What you will do :: You are asked to copy the entire listing exactly, apart from its pictures.

Raw data ::
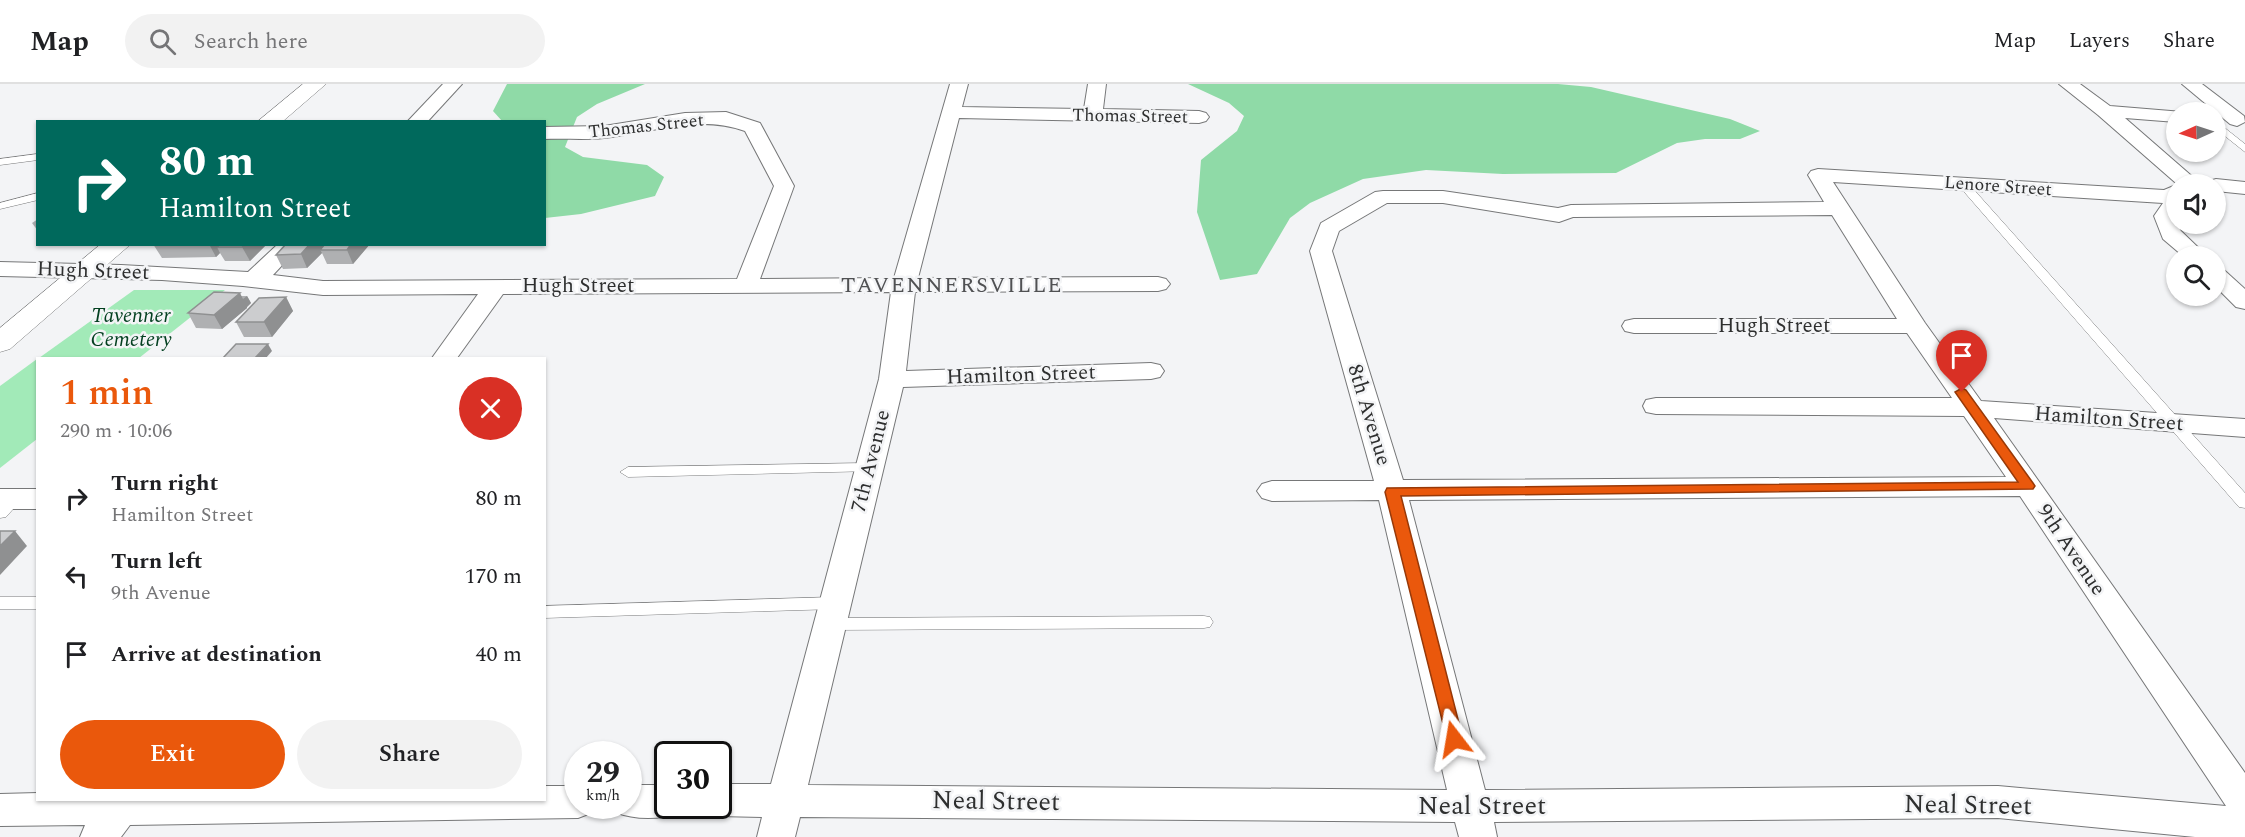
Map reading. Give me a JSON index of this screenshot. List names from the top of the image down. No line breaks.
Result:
{"streets":{"street":["Thomas Street","Lenore Street","Hugh Street","Hamilton Street","8th Avenue","7th Avenue","9th Avenue","Neal Street"]},"crossings":[["Thomas Street","Hugh Street"],["Thomas Street","7th Avenue"],["Lenore Street","9th Avenue"],["Hugh Street","7th Avenue"],["Hugh Street","9th Avenue"],["Hamilton Street","7th Avenue"],["Hamilton Street","9th Avenue"],["8th Avenue","9th Avenue"],["8th Avenue","Neal Street"],["7th Avenue","Neal Street"]],"districts":["TAVENNERSVILLE"],"parks":["Tavenner Cemetery"],"north":"left","page":{"header":"Map","search":"Search here","nav":["Map","Layers","Share"],"turn":["80 m","Hamilton Street"],"heading":["1 min","290 m · 10:06"],"list":[{"name":"Turn right","note":"Hamilton Street","value":"80 m"},{"name":"Turn left","note":"9th Avenue","value":"170 m"},{"name":"Arrive at destination","value":"40 m"}],"buttons":["Exit","Share"],"speed":"29 km/h","limit":"30"}}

Result below ::
Map reading. Give me a JSON index of this screenshot. List names from the top of the image down. No line breaks.
Result:
{"streets":{"street":["Thomas Street","Lenore Street","Hugh Street","Hamilton Street","8th Avenue","7th Avenue","9th Avenue","Neal Street"]},"crossings":[["Thomas Street","Hugh Street"],["Thomas Street","7th Avenue"],["Lenore Street","9th Avenue"],["Hugh Street","7th Avenue"],["Hugh Street","9th Avenue"],["Hamilton Street","7th Avenue"],["Hamilton Street","9th Avenue"],["8th Avenue","9th Avenue"],["8th Avenue","Neal Street"],["7th Avenue","Neal Street"]],"districts":["TAVENNERSVILLE"],"parks":["Tavenner Cemetery"],"north":"left","page":{"header":"Map","search":"Search here","nav":["Map","Layers","Share"],"turn":["80 m","Hamilton Street"],"heading":["1 min","290 m · 10:06"],"list":[{"name":"Turn right","note":"Hamilton Street","value":"80 m"},{"name":"Turn left","note":"9th Avenue","value":"170 m"},{"name":"Arrive at destination","value":"40 m"}],"buttons":["Exit","Share"],"speed":"29 km/h","limit":"30"}}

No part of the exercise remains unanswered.